The lines below that include the word "button" are to be reported.

### Collected data
+++

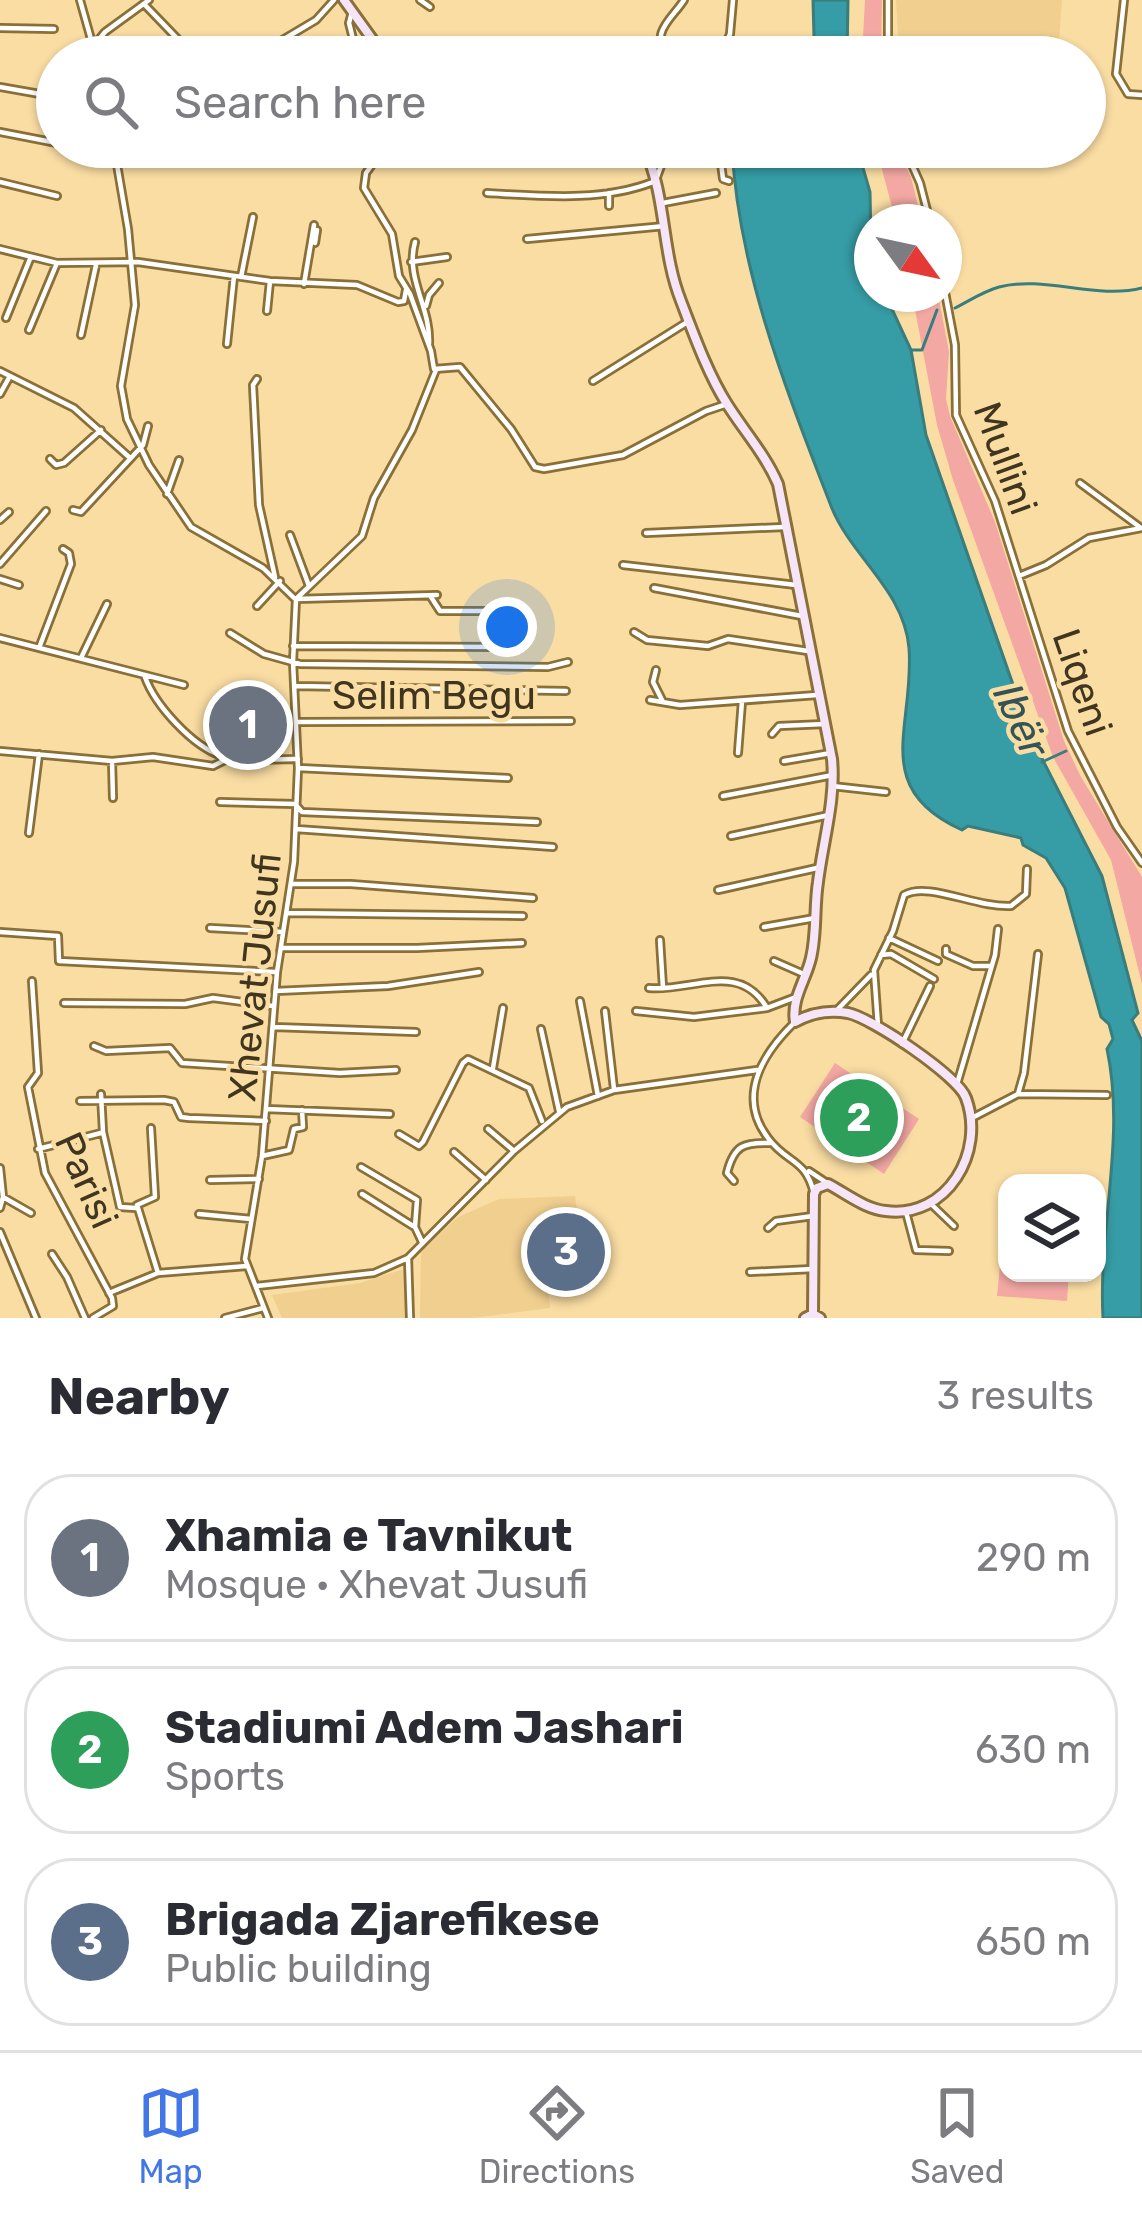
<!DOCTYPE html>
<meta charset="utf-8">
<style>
:root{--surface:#fff;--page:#f2f2f3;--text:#2b2b33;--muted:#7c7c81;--line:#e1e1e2;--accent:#4376e7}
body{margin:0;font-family:Rubik,sans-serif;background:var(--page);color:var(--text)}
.controls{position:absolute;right:36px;bottom:36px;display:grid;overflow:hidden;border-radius:24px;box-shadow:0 3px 9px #0004}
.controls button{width:108px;height:108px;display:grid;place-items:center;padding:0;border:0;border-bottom:3px solid var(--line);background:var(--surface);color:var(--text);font:60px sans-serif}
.compass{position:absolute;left:854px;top:204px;width:108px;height:108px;border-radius:50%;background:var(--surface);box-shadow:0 3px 9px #0004;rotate:123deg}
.you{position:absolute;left:507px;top:627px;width:42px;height:42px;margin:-30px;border:9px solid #fff;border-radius:50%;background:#1a73e8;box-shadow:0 0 0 18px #1a73e833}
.badge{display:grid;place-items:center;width:78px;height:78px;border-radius:50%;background:var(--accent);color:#fff;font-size:39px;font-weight:700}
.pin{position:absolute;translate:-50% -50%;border:6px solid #fff;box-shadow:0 3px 12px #0006}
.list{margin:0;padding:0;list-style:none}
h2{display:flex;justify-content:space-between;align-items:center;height:156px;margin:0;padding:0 48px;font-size:51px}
h2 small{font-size:39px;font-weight:400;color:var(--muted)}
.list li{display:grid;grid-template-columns:78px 1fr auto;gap:36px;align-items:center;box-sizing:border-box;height:168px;margin:0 24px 24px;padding:0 24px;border:3px solid var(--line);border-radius:48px}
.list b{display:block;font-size:45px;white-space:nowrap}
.list p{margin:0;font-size:39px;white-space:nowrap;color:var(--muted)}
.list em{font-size:39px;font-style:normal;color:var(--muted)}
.icon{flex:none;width:66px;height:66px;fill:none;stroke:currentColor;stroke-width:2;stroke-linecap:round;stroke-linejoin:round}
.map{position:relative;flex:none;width:1142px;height:1318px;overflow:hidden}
.search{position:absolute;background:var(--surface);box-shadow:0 3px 9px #0004;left:36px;right:36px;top:36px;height:132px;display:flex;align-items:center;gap:30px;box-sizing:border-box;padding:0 42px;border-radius:66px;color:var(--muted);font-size:45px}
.sheet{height:732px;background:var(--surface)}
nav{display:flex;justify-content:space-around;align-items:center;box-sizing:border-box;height:168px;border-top:3px solid var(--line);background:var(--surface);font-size:33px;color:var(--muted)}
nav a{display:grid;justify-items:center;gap:6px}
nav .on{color:var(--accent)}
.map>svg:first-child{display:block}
.built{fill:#f1cf8f}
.green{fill:#f3a8a3}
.water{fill:#369ca5;stroke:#397d7c;stroke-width:3}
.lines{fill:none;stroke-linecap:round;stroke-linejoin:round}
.stream{stroke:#397d7c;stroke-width:3}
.street-casing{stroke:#896f38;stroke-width:10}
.secondary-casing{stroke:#896f38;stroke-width:14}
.street{stroke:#fff;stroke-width:4.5}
.secondary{stroke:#f6e4f8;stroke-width:8}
.labels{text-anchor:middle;stroke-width:9;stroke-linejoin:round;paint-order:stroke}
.street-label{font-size:39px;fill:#40351e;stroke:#fadda3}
.water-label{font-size:42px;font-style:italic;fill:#345356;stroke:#fadda3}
</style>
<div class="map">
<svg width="1142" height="1318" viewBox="0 0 1142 1318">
<rect width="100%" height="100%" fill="#fadda3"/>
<!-- built -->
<path class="built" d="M896 0H1062L1059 43 899 49Z
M575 1196 579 1229 544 1232 550 1308 473 1318H420L421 1252 458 1217 499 1199Z
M404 1269 407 1318H282L272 1295 360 1283Z"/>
<!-- green -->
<path class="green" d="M865 0H882L881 57H862Z
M876 147H896L911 177 922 222H896Z
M912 294H938L949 352 946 399 950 416 995 522 1064 741 1081 777 1142 877V984L1111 860 1053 757 953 480 937 425Z
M835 1063 919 1119 884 1174 800 1117Z
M1007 1192V1273H1069L1067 1301 997 1296Z"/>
<!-- water -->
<path class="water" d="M813 0H848L847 57H766L777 49 814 37Z
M732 147H857L870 192 872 294H885L911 350 926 435 1032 739 1102 876 1138 1013 1132 1020 1142 1041V1318H1103C1098 1228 1126 1138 1107 1049L1113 1039 1109 1024 1101 1017 1065 888 1046 858 1023 845 1021 838 968 826 962 830C869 788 915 726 909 648 904 590 851 557 831 506 787 392 738 270 732 147Z"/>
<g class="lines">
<!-- stream -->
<path class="stream" d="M955 308C969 301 984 291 999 287 1045 275 1096 300 1142 288
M911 350H922L937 310
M1042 762 1066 751"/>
<!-- street casing -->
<g class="street-casing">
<path id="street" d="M80 0 96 57
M420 0 430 7
M1124 0 1116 74 1128 94 1142 95
M145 5 195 57
M0 28 54 29
M274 45 316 20 334 0
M92 48 105 32 149 0
M336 57 355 47 349 23 352 12
M669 57C648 33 672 19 684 0
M720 57 730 34 733 0
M888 57V0
M0 87 57 97
M0 132 57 143
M76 147 84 150
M114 147 128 229 135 305 121 386 127 419 149 465 191 527 263 568 294 598
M385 147 366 173 364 188 392 234 399 276 410 294 431 351 434 369 460 367 511 429 535 467 544 469 623 455 706 411 727 404
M461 147V150
M719 147 723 179 729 181
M904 147 920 183 930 222
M561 154 655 159 664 155
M657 177 668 147
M0 182 57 196
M487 193C542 196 602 202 653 182
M609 193V206
M663 203 716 193
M527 239 665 226
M415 242C405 279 431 307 429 344
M315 243 317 230
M0 249 57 263 138 262 270 281 357 285 398 302 404 301 406 290
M411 262 447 257
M241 277 253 217
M304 284 314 225
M944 287 955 345 956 415 995 501 1068 731 1117 827 1142 863
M426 306 429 295 439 283
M267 311 270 281
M6 318 30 259
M29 330 57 263
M81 335 96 265
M227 344 234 276
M0 371 74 408 129 457
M257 379 253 385 259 505 275 577
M593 381 689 321
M0 394 10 376
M50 459 56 465 64 463 101 430
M1080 483 1141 528
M167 494 179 460
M73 510 81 512 143 445 148 426
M0 520 9 512
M646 533 784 527
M290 535 309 586
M0 564 46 511
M623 565 796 585
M1019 576 1046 565 1089 538 1142 528
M0 579 19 585
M654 588 802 616
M431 597 440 611H498
M296 599 362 536 374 498 412 430 436 370
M296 599 437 595
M257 606 280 581
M634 632 647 640 708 646 728 639 808 651
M230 633 264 654 300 664 548 667 568 662
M0 638 184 685
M293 646 502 647
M39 648 71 564 69 553 63 549
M81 658 107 604
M656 670 653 682 663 702
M145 677C155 705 192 746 222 756 244 764 275 758 298 759
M296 686 566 691
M650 700 680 705 817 695
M297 722 571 721
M772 734 779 726 825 724
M0 751 112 761 153 757 213 766 229 758
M738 753 742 701
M112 761 113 798
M784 761 831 753
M298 768 508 778
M832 786 886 792
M723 796 833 775
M220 802 295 804 302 812 537 822
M296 829 553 847
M29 833 39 754
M731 836 829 815
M293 884H351L533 898
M718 890 817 868
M288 913 523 916
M764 927 815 918
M210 928 282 932
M0 932 58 936 59 961 275 972
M889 938 938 961
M660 940 663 988
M282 948H417L522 943
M946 949V954L973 966H991
M881 955 891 954 934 979
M774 961 806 975
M32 981 38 1073 28 1087 45 1173 112 1298 113 1306 93 1318
M649 988C692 992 739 960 767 1008L796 997
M276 991 388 986 479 972
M580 1001 598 1096
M64 1003 185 1004 213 998 273 1006
M838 1009 871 975
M605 1011 614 1089
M636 1011 694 1017 767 1008
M795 1022C763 1053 736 1096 768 1138 787 1164 806 1158 814 1194
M878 1026 874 970 893 931 904 895C928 881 976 908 1011 906L1026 894 1027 869
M274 1027 416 1032
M541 1029 559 1111
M902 1044 930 986
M94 1046 106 1051 170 1048 182 1063 340 1073 396 1070
M493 1068 503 1008
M957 1084 995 955 998 929
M101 1094 103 1132 120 1207 136 1208
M1018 1094 1024 1073 1038 954
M80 1101 164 1100 174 1102 181 1117 189 1118 266 1121
M266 1109 390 1114
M970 1119 1018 1094 1107 1095
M151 1128 155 1197 137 1205 158 1273
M488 1129 514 1151
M399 1134 419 1146 423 1142 463 1063 468 1059 529 1088 542 1121
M38 1149 101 1133
M454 1152 486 1180
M262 1156 289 1150 294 1129 303 1127 302 1110
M361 1167 417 1200 415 1227 422 1242
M0 1168 3 1197 0 1208
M809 1171 830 1185
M210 1180 259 1179
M734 1181 727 1173C734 1145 744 1142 771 1143
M362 1194 413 1226
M3 1197 31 1213
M930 1203 954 1226
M906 1212 916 1250 949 1251
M199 1214 251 1219
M768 1228 776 1221 813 1216
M0 1232 36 1318
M52 1254 67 1277 85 1318
M408 1258 410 1318
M750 1272 813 1269
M257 1286 374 1273 408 1258 514 1151 567 1107 614 1090 757 1070
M109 1293 158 1273 247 1266
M225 1318 263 1308
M268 1318 245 1259 262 1156 277 972 294 862 298 768 293 662 296 599"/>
</g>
<!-- secondary casing -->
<g class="secondary-casing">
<path id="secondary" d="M344 0 385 57
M644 147C667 197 661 251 681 301 694 335 708 374 727 404 744 431 765 454 778 484L832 759C836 800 823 841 818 882 814 907 817 933 811 958 806 980 791 999 795 1022 811 1013 830 1010 848 1013 872 1018 958 1076 966 1098 986 1152 947 1219 886 1211 865 1209 847 1194 828 1184L817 1188 814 1194 813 1314
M805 1318 813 1314 820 1318"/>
</g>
<!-- street -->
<use href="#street" class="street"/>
<!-- secondary -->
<use href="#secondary" class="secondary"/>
</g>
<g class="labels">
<!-- street labels -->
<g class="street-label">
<text transform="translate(1006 458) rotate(70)" y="14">Mullini</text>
<text transform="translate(1083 682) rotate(71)" y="14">Liqeni</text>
<text x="434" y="709">Selim Begu</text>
<text transform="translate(254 977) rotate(-84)" y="14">Xhevat Jusufi</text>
<text transform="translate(87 1180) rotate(66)" y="14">Parisi</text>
</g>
<!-- water labels -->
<g class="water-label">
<text transform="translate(1022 720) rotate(65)" y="15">Ibër</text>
</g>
</g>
</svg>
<div class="controls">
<button><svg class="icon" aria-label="layers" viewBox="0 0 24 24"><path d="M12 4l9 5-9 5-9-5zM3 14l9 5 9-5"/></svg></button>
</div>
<svg class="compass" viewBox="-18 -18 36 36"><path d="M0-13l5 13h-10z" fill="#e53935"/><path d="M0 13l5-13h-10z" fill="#7c7c81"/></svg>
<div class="you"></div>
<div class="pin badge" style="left:248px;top:725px;background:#6b7280">1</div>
<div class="pin badge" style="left:859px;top:1118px;background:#2e9e5b">2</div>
<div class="pin badge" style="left:566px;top:1252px;background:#5c6f8a">3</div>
<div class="search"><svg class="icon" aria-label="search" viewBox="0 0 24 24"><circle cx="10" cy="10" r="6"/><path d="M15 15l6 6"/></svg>Search here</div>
</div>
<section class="sheet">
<h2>Nearby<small>3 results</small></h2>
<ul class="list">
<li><span class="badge" style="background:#6b7280">1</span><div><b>Xhamia e Tavnikut</b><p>Mosque · Xhevat Jusufi</p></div><em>290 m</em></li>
<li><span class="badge" style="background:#2e9e5b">2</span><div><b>Stadiumi Adem Jashari</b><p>Sports</p></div><em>630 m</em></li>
<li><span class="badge" style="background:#5c6f8a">3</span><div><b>Brigada Zjarefikese</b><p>Public building</p></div><em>650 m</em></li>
</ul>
</section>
<nav>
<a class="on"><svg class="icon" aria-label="map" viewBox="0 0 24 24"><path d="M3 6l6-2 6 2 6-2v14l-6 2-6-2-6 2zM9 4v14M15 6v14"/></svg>Map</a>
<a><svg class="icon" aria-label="directions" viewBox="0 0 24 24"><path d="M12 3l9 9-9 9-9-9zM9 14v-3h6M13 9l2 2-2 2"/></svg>Directions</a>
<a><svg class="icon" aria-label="saved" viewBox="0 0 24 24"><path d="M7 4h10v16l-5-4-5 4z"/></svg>Saved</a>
</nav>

+++

### Solved problem
.controls button{width:108px;height:108px;display:grid;place-items:center;padding:0;border:0;border-bottom:3px solid var(--line);background:var(--surface);color:var(--text);font:60px sans-serif}
<button><svg class="icon" aria-label="layers" viewBox="0 0 24 24"><path d="M12 4l9 5-9 5-9-5zM3 14l9 5 9-5"/></svg></button>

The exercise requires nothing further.